His remarks come as U.S. Secretary of State Condoleeza Rice is shuttling between Jerusalem and Ramallah to check on progress in Israeli-Palestinian negotiations ahead of Middle East peace talks that the U.S. will host in Annapolis later this year.
After a meeting with Palestinian President Mahmoud Abbas in Ramallah today, Rice told journalists at a joint press conference that both parties’ “obligations are spelled out in a really rather concrete way in the first phase of the roadmap” and that “the United States will be working with both parties to make certain that those roadmap obligations are implemented. I think that is an important role that we can play as a member of the Quartet and as a party with friendly relations with both Israel and the Palestinians”.
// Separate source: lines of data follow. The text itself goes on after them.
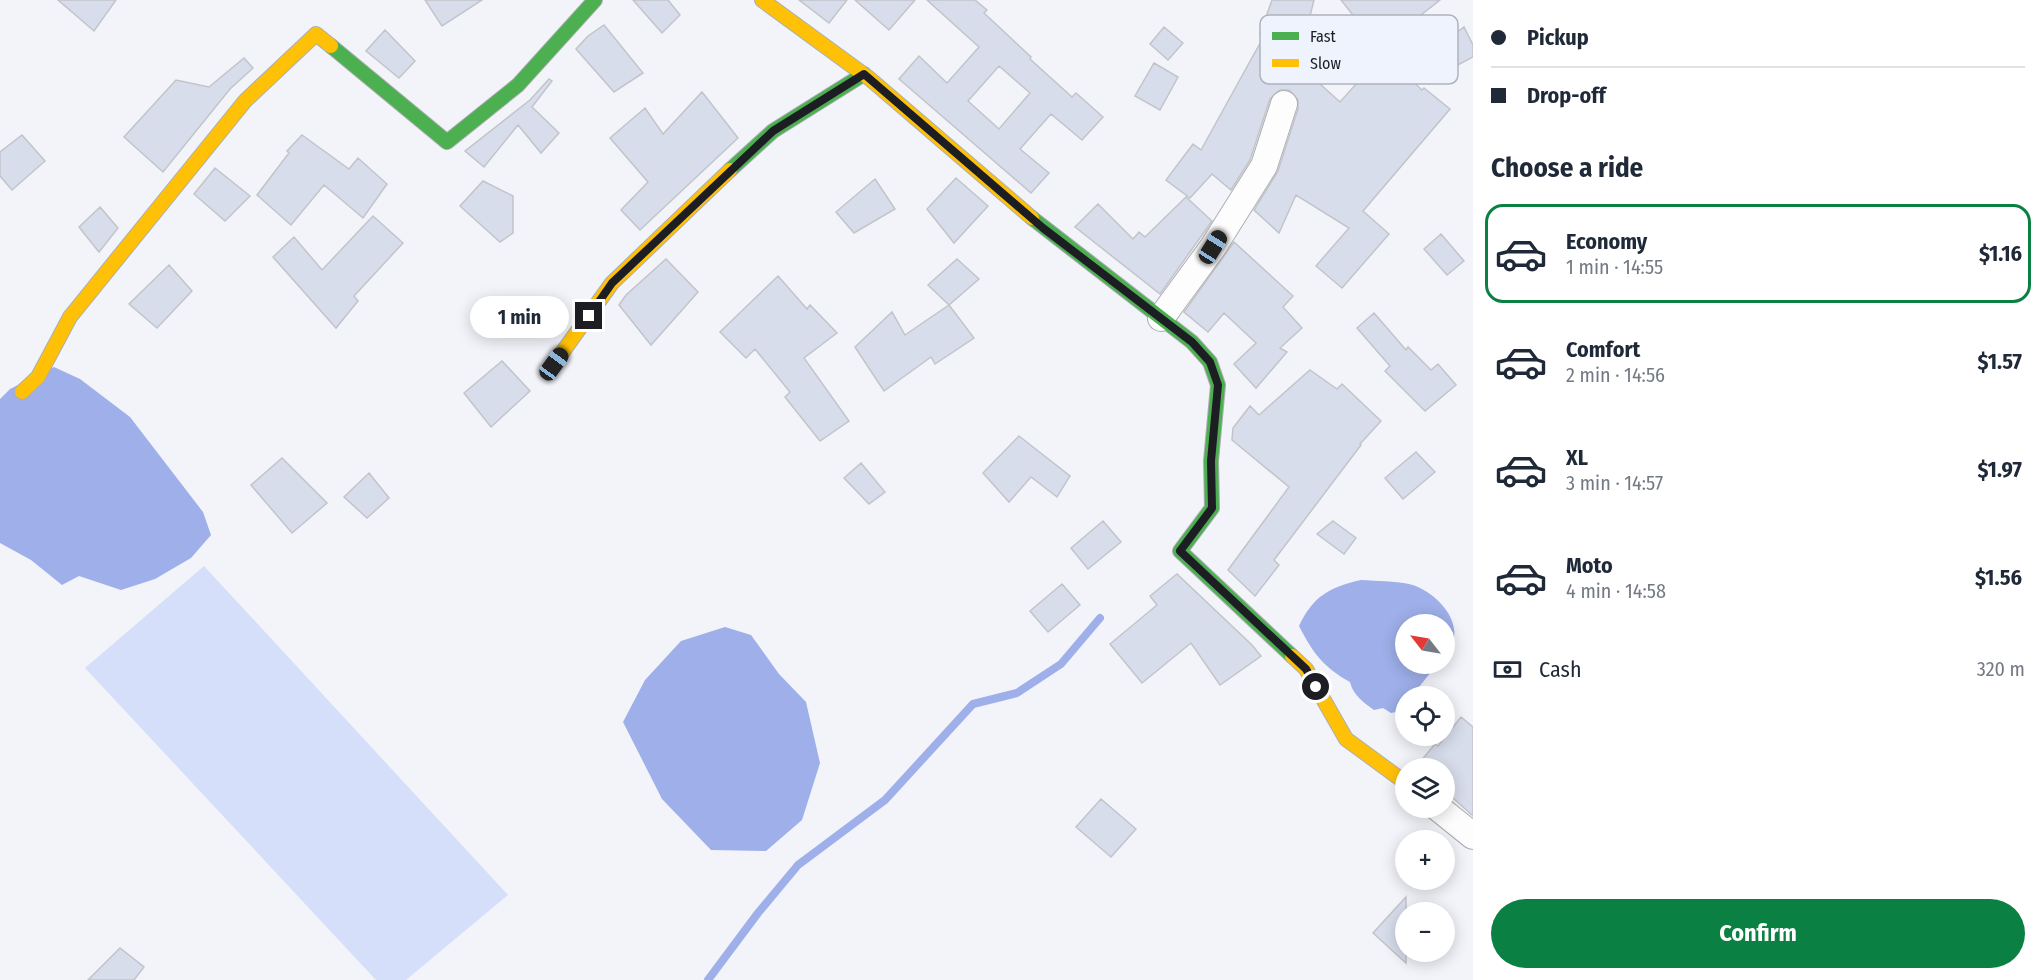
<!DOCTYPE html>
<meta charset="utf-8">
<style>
body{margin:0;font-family:"Fira Sans Condensed",sans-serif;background:#f6f6f7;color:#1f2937;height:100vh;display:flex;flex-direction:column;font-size:22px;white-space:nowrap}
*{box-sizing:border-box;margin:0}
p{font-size:20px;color:#747a83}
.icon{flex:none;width:33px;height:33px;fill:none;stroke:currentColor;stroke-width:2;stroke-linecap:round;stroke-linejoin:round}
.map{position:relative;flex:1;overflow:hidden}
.drawer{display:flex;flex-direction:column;background:#fff;width:570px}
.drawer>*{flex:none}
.guide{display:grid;align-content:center;height:132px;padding:0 18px;background:#fff}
.needle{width:39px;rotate:301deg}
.buttons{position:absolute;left:1395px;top:614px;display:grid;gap:12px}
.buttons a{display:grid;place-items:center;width:60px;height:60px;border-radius:50%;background:#fff;box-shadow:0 3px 15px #0003;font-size:30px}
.end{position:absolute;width:27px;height:27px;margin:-14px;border:8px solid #1c1e24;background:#fff;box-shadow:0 0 0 3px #fff}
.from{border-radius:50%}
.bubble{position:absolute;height:42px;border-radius:21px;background:#fff;box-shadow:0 3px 15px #0003;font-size:20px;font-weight:700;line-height:42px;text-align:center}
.car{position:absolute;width:18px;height:36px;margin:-18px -9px;border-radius:8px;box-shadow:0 0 4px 2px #0007;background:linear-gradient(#222 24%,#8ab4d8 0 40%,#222 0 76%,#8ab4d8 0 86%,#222 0)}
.guide b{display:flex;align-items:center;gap:21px;height:57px;font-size:22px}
.guide b+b{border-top:2px solid #e0e1e3}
.guide i{width:15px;height:15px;background:#1f2937}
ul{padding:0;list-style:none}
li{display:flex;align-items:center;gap:18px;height:99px;margin:0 12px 9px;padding:0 6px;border:3px solid transparent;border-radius:18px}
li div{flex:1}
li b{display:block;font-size:22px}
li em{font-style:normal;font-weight:700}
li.on{border-color:#0b8043}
li>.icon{width:54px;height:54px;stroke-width:1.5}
h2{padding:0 18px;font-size:27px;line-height:72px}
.pay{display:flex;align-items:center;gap:15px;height:66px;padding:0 18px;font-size:22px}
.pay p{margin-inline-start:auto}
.cta{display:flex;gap:12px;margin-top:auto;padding:12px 18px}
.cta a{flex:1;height:69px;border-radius:36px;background:#0b8043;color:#fff;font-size:24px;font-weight:700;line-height:69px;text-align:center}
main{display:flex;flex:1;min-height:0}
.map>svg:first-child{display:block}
</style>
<main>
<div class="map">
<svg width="1473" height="980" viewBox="0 0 1473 980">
<rect width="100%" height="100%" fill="#f2f4fa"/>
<path fill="#d6dff9" d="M204 566 508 895 406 980H376L85 668Z"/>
<path fill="#9eafe9" d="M54 367 80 379 130 417 203 512 211 535 191 558 155 579 121 590 79 576 62 585 31 560 0 543V399L10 389Z
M1361 580C1377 581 1394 581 1409 584 1428 588 1452 609 1454 629 1456 639 1450 648 1445 655L1444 624H1406V663H1438L1412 696H1406L1405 705 1401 711 1391 713 1383 708 1374 710C1364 703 1353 695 1350 682 1323 667 1313 653 1299 626 1313 596 1330 587 1361 580Z
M725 627 751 635 779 674 806 702 820 763 802 820 766 851 711 850 662 799 623 722 645 680 681 641Z"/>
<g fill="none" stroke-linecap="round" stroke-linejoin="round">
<path stroke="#9eafe9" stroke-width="8" d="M708 980 758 913 798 865 885 800 973 704 1017 693 1061 664 1100 618"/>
</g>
<path fill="#d8ddec" stroke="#c2c4ca" stroke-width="1.5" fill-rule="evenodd" d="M58 0H116L94 31Z
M425 0H482L442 26Z
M633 0H668L680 15 662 33Z
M799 0H847L829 23Z
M855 0H915L889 30Z
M927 0H975L987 10 984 13 1031 57 1030 59 1072 97 1076 93 1103 117 1082 140 1051 114 1020 149 1049 173 1031 193 899 79 919 56 947 83 979 47ZM999 66 1030 93 999 129 968 101Z
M1272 0H1314L1298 64 1340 102 1383 54 1422 90 1424 88 1450 109 1363 211 1389 234 1342 288 1316 266 1349 228 1296 195 1279 233 1254 210 1278 171 1298 109V100L1289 90H1280L1270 99 1250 160 1231 190 1212 174 1190 198 1166 180 1193 144 1201 150 1264 36 1260 34Z
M1341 0H1440L1379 48Z
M604 25 643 73 614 92 576 49 588 36Z
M1164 27 1183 43 1168 60 1150 44Z
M1464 27 1473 45V57L1456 66 1443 43Z
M385 30 415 61 399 78 366 51Z
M244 58 253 68 230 89 163 172 124 137 176 80 209 87Z
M1154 63 1178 77 1160 110 1135 96Z
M549 79 552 81 532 107 559 133 541 153 518 125 484 167 465 151 530 100Z
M702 92 738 138 640 230 621 210 648 182 610 138 645 108 663 134Z
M22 135 45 161 12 190 0 176V152Z
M302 135 349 169 358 158 387 184 363 218 324 185 291 225 257 195 289 153 287 151Z
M215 168 250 196 225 221 194 194Z
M956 178 988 206 954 243 927 209Z
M875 179 895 209 854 233 836 212Z
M483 181 513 196V233L500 242 460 206Z
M1186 197 1212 221 1160 294 1075 227 1098 204 1133 239 1139 232 1145 237Z
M100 207 118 228 99 252 79 227Z
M373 216 403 243 354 296 358 301 336 328 273 257 294 237 322 270Z
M1441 234 1464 261 1447 275 1424 249Z
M1234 242 1293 296 1283 307 1302 328 1280 348 1287 352 1256 388 1234 364 1256 343 1224 313 1208 332 1184 312Z
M666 259 698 292 651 345 619 305 626 295Z
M957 259 979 279 949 305 928 285Z
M169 265 192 291 157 328 129 304Z
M778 276 807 309 810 305 837 333 804 358 849 421 820 441 785 397 790 392 755 349 746 358 720 332Z
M949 305 974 338 935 364 931 357 884 391 855 347 892 312 905 335Z
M1374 313 1406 350 1408 347 1431 370 1438 364 1456 385 1425 411 1385 371 1390 366 1357 328Z
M502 361 530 391 491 427 464 393Z
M1310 370 1337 389 1342 384 1381 421 1360 444 1361 445 1274 560 1279 565 1255 596 1228 570 1289 487 1232 440 1233 428 1250 406 1259 415Z
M1019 436 1070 476 1057 497 1031 477 1009 502 983 473Z
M1416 452 1435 472 1403 499 1385 478Z
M282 458 327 503 292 533 251 485Z
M861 463 885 492 869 504 844 478Z
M369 473 389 498 367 518 344 497Z
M1103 521 1121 542 1088 569 1071 548Z
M1333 521 1356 538 1344 554 1317 534Z
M1177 574 1252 645 1261 656 1220 685 1191 643 1142 683 1110 644 1157 605 1150 596Z
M1062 584 1080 605 1048 632 1030 611Z
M1461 717 1473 727V816L1444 790V768L1416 767 1435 744 1438 746Z
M1101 799 1136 829 1111 857 1076 827Z
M1406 897V963L1373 933Z
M120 948 144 967 134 980H88Z"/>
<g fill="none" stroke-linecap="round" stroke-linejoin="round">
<defs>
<path id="street" d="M1161 318 1213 247 1264 166 1284 104
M1437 807 1473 836"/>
<path id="fast" d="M331 46 447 142 518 85 595 0
M730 170 773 131 864 74
M1032 218 1192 342 1210 362 1218 385 1211 461 1212 508 1180 551 1292 656"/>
<path id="slow" d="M762 0 870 79 1032 218
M554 364 612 283 730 170
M22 392 38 377 70 317 245 101 316 34 331 46
M1292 656 1306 669 1346 739 1406 783"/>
</defs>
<use href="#street" stroke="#acaeb2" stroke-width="28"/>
<use href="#fast" stroke="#acaeb2" stroke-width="16"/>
<use href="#slow" stroke="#acaeb2" stroke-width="16"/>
<use href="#street" stroke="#fdfdfe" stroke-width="26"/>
<use href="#fast" stroke="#4caf50" stroke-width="14"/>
<use href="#slow" stroke="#ffc107" stroke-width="14"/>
</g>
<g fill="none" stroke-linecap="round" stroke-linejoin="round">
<path stroke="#1c1e24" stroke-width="8" d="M589 316 612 283 773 131 864 74 1043 228 1192 342 1210 362 1218 385 1211 461 1212 508 1180 551 1306 669 1316 687"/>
</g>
<rect x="1260" y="15" width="198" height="69" rx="9" fill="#eff3fd" stroke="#b0b3bc" stroke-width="1.5"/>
<rect x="1272" y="32" width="27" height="8" fill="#4caf50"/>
<rect x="1272" y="59" width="27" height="8" fill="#ffc107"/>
<g font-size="16" fill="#1c1e24">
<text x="1310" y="42">Fast</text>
<text x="1310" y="69">Slow</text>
</g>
</svg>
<div class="buttons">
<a><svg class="needle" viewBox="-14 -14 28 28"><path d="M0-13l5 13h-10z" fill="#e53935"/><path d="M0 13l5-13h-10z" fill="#747a83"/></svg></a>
<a><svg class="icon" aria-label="locate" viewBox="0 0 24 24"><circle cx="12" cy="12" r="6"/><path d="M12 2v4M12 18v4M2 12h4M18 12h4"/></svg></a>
<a><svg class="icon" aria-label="layers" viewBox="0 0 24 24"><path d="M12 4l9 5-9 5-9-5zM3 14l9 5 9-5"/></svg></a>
<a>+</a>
<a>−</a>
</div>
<i class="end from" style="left:1316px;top:687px"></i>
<i class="end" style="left:589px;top:316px"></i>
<div class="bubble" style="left:470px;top:296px;width:99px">1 min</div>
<i class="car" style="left:1213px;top:247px;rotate:32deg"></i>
<i class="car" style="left:554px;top:364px;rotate:36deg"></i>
</div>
<section class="drawer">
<div class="guide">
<b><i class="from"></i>Pickup</b>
<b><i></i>Drop-off</b>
</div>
<h2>Choose a ride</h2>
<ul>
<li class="on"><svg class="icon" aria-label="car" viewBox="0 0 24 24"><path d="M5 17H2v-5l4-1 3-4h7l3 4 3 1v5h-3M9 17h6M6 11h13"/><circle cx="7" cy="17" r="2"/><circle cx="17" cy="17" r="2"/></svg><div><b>Economy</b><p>1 min · 14:55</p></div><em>$1.16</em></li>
<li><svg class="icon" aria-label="car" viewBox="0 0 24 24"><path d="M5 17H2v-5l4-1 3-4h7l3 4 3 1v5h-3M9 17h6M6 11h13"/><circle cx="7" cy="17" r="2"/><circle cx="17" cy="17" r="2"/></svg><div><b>Comfort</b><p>2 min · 14:56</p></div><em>$1.57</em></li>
<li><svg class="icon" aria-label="car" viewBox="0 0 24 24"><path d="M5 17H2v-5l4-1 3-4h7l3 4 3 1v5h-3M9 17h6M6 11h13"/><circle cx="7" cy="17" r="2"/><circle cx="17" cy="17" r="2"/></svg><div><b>XL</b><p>3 min · 14:57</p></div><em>$1.97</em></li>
<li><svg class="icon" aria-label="car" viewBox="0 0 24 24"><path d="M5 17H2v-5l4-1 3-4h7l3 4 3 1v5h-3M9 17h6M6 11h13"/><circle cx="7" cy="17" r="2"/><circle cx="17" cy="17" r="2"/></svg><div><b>Moto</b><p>4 min · 14:58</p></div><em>$1.56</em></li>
</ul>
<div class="pay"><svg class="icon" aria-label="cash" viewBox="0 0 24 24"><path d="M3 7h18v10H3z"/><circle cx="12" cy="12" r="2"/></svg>Cash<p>320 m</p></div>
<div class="cta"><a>Confirm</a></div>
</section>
</main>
Dugard, a South African professor of international law who formerly opposed the now-eradicated Apartheid regime in his country, was interviewed today by the BBC World Service, and by Al-Jazeera TV’s English service. “Every time I visit [the occupied Palestinian territory], the situation seems to have worsened” he told the BBC. He last visited the Palestinian territory in late September, just a few weeks ago.
On Al-Jazeera today, in English, he criticized the Quartet for not ever having mentioned the International Court of Justice’s 2004 Advisory Opinion on The Wall.
Rice will have had to pass through a formidable Israeli checkpoint that allows only a few Palestinians to pass through The Wall on her trips to and from Ramallah, in the West Bank, but she is not known to have ever taken a closer look or a more in-depth tour of The Wall.
Dugard has become increasingly testy in recent years, while staying totally on message. Israel has criticized Dugard as biased and pro-Palestinian, yet Dugard is one of the few UN Human Rights experts who has actually come to Israel, in order to investigate the situation in the Palestinian territory occupied by Israel. However, his mandate does not include looking into the human rights situation in Israel itself. Nor has he ever been given an official Israeli visa in his United Nations Laissez Passer to conduct his missions, and he enters the country on his national passport (i.e., as a tourist). Israeli officials do not receive Dugard, officially, either.
Other UN Human Rights officials and envoys have generally refused to come unless they were given official Israeli visas for their missions.